TASK INSTRUCTIONS: For this exercise, copy the data exactly and omit any images.

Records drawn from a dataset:
______________________________

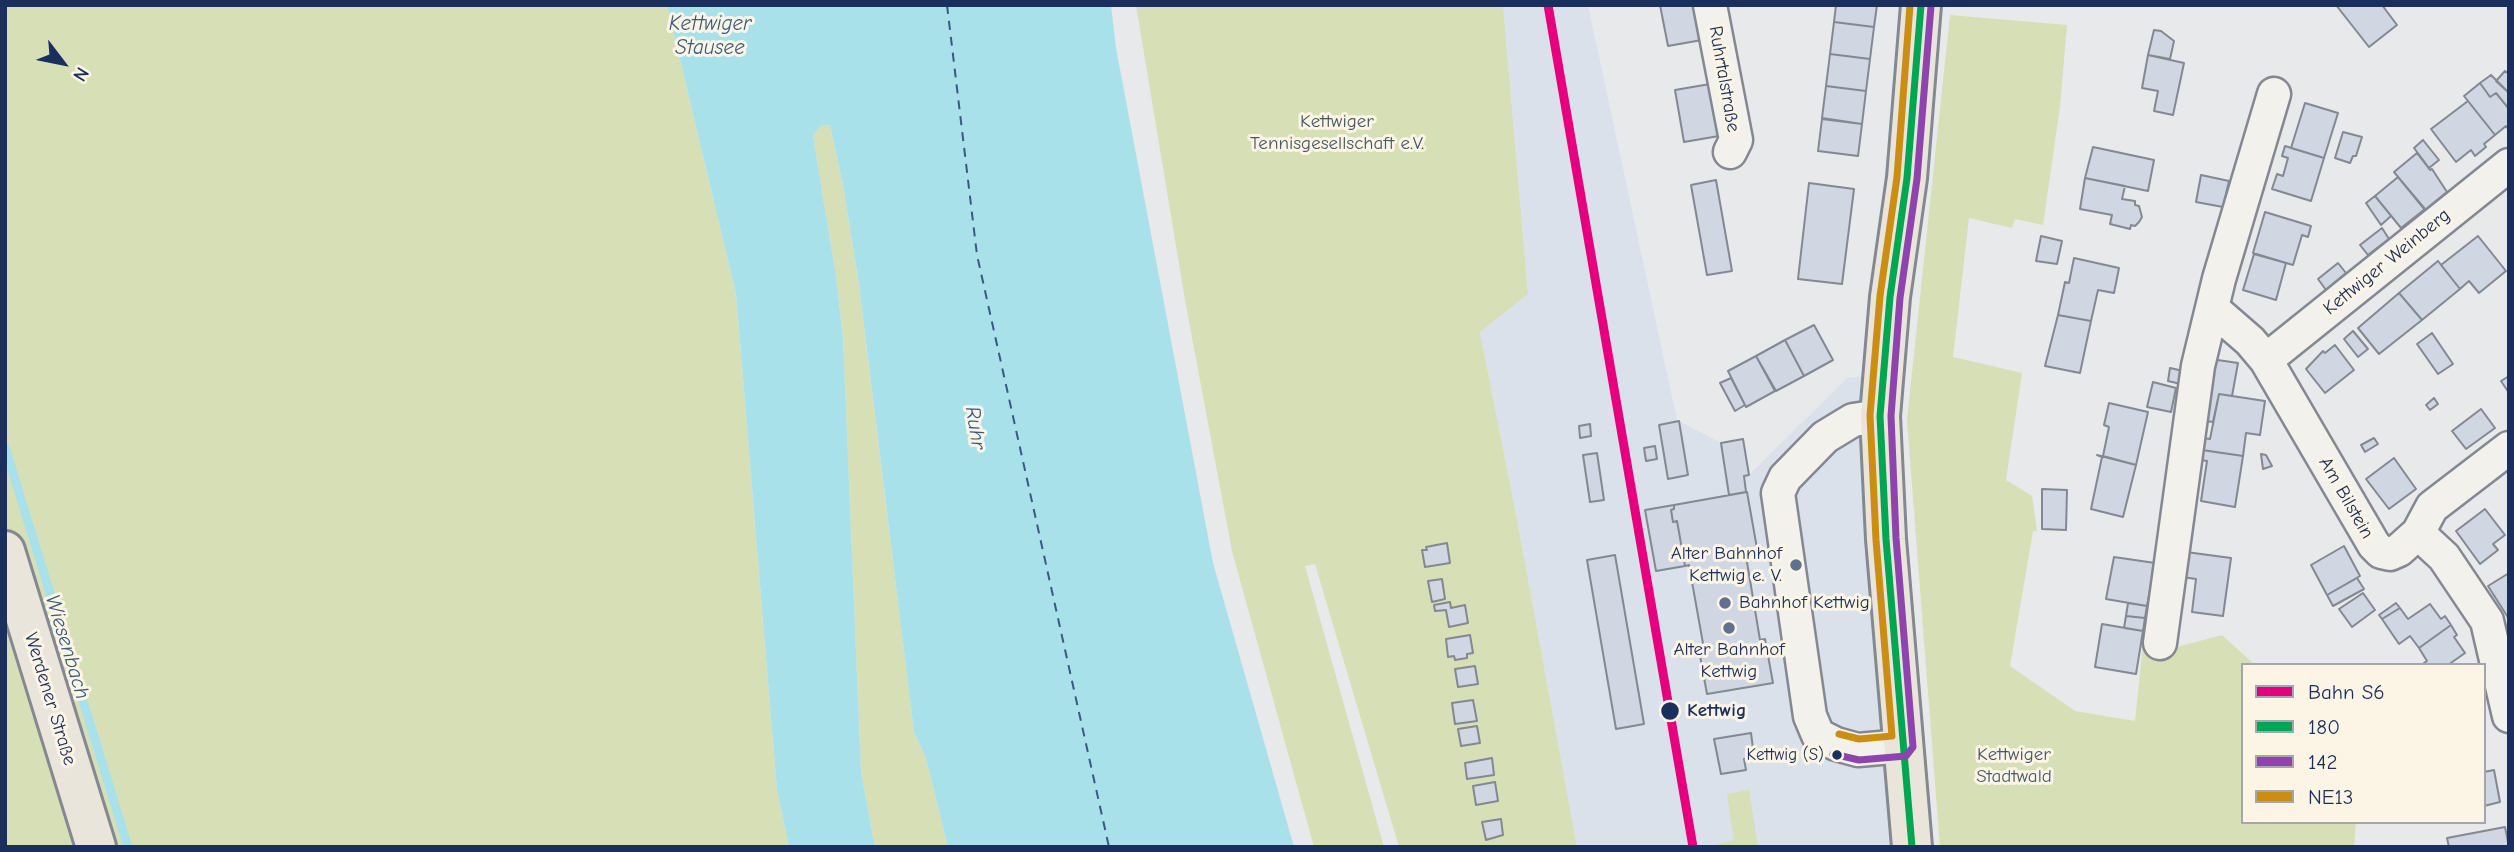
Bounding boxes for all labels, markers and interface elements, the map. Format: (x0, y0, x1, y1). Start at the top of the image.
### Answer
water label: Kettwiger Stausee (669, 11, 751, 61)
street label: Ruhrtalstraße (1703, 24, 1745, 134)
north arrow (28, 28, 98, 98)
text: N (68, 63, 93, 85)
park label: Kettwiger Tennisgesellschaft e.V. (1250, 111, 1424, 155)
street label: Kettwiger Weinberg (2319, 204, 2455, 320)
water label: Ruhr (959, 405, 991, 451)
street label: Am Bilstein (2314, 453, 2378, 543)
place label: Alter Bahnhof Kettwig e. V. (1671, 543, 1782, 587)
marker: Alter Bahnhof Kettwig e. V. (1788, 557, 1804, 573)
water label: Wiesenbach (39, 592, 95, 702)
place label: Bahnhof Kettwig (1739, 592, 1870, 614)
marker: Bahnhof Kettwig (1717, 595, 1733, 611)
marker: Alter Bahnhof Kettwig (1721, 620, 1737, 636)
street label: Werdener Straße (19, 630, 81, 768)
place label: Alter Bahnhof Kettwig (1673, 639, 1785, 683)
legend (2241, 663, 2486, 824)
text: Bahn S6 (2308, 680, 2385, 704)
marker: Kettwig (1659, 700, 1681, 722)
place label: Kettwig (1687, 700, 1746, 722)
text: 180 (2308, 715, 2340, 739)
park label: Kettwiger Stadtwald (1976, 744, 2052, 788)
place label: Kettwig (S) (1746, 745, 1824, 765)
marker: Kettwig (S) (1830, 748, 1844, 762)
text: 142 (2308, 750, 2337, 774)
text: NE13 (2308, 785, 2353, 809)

______________________________

EXPECTED ANSWER:
Bounding boxes for all labels, markers and interface elements, the map. Format: (x0, y0, x1, y1). Start at the top of the image.
### Answer
water label: Kettwiger Stausee (669, 11, 751, 61)
street label: Ruhrtalstraße (1703, 24, 1745, 134)
north arrow (28, 28, 98, 98)
text: N (68, 63, 93, 85)
park label: Kettwiger Tennisgesellschaft e.V. (1250, 111, 1424, 155)
street label: Kettwiger Weinberg (2319, 204, 2455, 320)
water label: Ruhr (959, 405, 991, 451)
street label: Am Bilstein (2314, 453, 2378, 543)
place label: Alter Bahnhof Kettwig e. V. (1671, 543, 1782, 587)
marker: Alter Bahnhof Kettwig e. V. (1788, 557, 1804, 573)
water label: Wiesenbach (39, 592, 95, 702)
place label: Bahnhof Kettwig (1739, 592, 1870, 614)
marker: Bahnhof Kettwig (1717, 595, 1733, 611)
marker: Alter Bahnhof Kettwig (1721, 620, 1737, 636)
street label: Werdener Straße (19, 630, 81, 768)
place label: Alter Bahnhof Kettwig (1673, 639, 1785, 683)
legend (2241, 663, 2486, 824)
text: Bahn S6 (2308, 680, 2385, 704)
marker: Kettwig (1659, 700, 1681, 722)
place label: Kettwig (1687, 700, 1746, 722)
text: 180 (2308, 715, 2340, 739)
park label: Kettwiger Stadtwald (1976, 744, 2052, 788)
place label: Kettwig (S) (1746, 745, 1824, 765)
marker: Kettwig (S) (1830, 748, 1844, 762)
text: 142 (2308, 750, 2337, 774)
text: NE13 (2308, 785, 2353, 809)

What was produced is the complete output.